What is needed >> The reply should contain only the lines from the start of the records through the line with "filter:drop-shadow(2px 0 #5a482a)", reproduced verbatim and without pictures.
════════════════
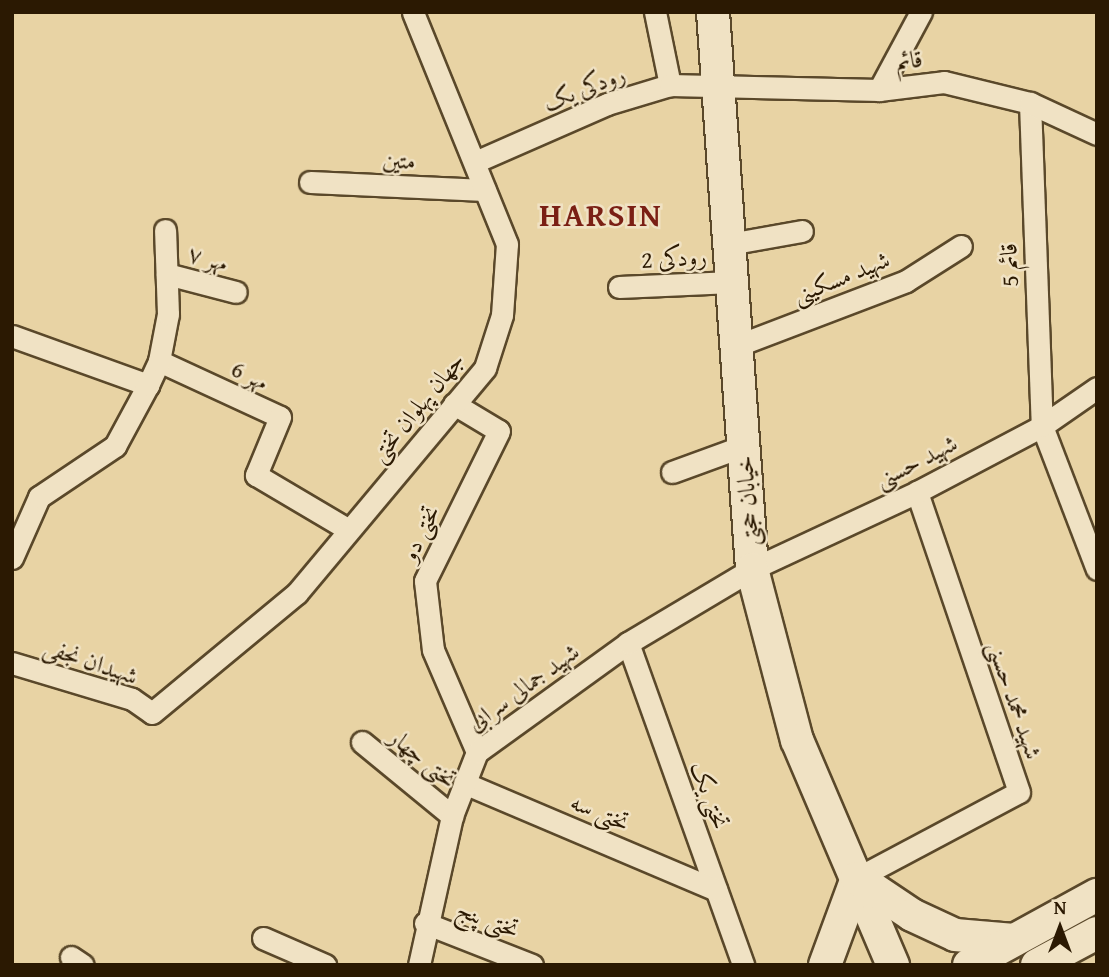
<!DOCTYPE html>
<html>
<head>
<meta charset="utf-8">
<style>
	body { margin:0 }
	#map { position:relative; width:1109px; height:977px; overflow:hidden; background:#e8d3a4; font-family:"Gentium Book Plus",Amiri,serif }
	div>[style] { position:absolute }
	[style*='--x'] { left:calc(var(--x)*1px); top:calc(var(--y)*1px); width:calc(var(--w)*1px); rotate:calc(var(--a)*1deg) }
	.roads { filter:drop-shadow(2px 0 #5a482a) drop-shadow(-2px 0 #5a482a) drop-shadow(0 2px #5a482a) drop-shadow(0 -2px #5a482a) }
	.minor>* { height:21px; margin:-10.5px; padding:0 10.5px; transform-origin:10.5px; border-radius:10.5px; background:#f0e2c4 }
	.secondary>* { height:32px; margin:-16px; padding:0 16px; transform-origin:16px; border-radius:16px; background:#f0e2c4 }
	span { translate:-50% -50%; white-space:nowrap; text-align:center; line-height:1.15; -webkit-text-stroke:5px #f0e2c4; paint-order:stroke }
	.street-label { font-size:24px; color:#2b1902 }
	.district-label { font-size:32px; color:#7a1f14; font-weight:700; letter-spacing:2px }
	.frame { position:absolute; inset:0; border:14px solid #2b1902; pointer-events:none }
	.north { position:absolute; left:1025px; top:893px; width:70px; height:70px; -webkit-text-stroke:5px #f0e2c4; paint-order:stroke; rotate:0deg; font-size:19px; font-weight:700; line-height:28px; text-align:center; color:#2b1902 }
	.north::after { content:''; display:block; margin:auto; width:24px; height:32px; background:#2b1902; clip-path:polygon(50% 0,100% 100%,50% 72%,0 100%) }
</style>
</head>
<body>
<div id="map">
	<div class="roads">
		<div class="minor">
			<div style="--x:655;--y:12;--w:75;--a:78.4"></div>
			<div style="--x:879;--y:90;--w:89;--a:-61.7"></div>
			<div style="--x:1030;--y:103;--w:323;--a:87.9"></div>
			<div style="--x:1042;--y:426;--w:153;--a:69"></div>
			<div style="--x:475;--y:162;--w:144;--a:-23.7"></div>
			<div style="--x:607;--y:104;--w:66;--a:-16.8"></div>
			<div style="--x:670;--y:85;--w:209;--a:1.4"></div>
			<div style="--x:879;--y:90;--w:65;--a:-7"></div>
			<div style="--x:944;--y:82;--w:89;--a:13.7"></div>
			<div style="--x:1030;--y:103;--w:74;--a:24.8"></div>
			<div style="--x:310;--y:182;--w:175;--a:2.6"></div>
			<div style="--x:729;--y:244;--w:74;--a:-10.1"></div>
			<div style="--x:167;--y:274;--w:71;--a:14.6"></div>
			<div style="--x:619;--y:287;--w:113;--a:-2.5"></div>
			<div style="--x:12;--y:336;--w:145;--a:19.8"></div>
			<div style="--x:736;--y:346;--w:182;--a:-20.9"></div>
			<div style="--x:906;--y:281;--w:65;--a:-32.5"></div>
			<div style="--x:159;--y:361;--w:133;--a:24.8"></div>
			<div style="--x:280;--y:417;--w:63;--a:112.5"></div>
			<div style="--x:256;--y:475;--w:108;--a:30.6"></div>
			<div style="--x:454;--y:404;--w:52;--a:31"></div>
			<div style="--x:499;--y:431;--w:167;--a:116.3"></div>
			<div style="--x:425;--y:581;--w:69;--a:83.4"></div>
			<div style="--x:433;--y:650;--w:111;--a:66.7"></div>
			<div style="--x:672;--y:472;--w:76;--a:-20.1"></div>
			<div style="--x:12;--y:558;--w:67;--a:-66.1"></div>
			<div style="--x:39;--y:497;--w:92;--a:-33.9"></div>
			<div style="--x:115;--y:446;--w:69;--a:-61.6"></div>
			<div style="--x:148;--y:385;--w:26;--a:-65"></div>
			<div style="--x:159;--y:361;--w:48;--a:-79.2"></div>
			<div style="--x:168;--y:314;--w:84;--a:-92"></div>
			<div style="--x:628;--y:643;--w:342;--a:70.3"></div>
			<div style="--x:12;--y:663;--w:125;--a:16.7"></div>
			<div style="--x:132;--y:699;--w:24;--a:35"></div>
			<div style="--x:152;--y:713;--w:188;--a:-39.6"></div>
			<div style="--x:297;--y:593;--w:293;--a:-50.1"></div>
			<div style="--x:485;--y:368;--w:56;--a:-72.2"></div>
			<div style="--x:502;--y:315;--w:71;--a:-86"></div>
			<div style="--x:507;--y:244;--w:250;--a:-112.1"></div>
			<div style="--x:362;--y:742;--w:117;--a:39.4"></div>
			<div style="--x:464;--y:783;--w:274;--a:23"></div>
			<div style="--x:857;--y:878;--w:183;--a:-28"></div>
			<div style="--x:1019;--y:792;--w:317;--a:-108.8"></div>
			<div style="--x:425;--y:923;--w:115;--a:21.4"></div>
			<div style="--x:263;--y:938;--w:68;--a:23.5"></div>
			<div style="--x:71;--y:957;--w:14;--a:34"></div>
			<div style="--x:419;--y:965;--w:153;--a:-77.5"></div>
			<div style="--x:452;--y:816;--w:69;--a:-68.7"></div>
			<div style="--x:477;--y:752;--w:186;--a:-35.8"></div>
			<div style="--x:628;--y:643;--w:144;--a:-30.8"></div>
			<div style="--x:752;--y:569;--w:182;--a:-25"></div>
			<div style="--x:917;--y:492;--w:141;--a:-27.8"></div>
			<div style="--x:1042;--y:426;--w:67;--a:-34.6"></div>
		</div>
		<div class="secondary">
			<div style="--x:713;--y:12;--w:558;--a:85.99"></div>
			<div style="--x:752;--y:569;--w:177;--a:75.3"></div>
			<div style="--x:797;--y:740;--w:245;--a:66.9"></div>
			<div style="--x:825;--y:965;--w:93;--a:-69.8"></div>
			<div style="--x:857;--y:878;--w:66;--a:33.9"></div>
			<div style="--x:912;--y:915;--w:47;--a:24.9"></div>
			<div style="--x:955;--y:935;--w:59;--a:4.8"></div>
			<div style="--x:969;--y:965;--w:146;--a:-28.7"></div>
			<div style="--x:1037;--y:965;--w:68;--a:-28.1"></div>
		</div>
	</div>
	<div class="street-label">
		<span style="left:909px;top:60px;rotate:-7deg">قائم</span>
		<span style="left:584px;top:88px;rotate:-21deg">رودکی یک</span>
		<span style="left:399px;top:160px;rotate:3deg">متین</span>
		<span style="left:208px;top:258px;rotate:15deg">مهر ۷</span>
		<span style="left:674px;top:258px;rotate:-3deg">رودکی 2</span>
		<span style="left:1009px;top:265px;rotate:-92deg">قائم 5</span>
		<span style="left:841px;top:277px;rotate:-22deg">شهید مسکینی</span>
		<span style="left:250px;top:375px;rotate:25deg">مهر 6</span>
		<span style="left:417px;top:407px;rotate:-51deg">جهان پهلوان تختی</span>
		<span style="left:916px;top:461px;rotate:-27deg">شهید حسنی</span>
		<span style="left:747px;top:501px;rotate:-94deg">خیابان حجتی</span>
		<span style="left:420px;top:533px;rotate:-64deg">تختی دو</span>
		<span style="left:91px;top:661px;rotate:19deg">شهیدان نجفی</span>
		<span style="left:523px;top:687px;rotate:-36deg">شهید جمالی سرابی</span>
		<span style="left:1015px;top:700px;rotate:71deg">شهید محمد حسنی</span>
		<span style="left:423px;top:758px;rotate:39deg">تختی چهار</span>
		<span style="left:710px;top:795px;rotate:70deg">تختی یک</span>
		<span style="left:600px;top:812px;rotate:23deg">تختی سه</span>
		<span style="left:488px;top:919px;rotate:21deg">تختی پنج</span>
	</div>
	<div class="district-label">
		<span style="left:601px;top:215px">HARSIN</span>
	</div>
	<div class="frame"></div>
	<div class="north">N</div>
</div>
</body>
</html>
════════════════
Output for this task >>
<!DOCTYPE html>
<html>
<head>
<meta charset="utf-8">
<style>
	body { margin:0 }
	#map { position:relative; width:1109px; height:977px; overflow:hidden; background:#e8d3a4; font-family:"Gentium Book Plus",Amiri,serif }
	div>[style] { position:absolute }
	[style*='--x'] { left:calc(var(--x)*1px); top:calc(var(--y)*1px); width:calc(var(--w)*1px); rotate:calc(var(--a)*1deg) }
	.roads { filter:drop-shadow(2px 0 #5a482a) drop-shadow(-2px 0 #5a482a) drop-shadow(0 2px #5a482a) drop-shadow(0 -2px #5a482a) }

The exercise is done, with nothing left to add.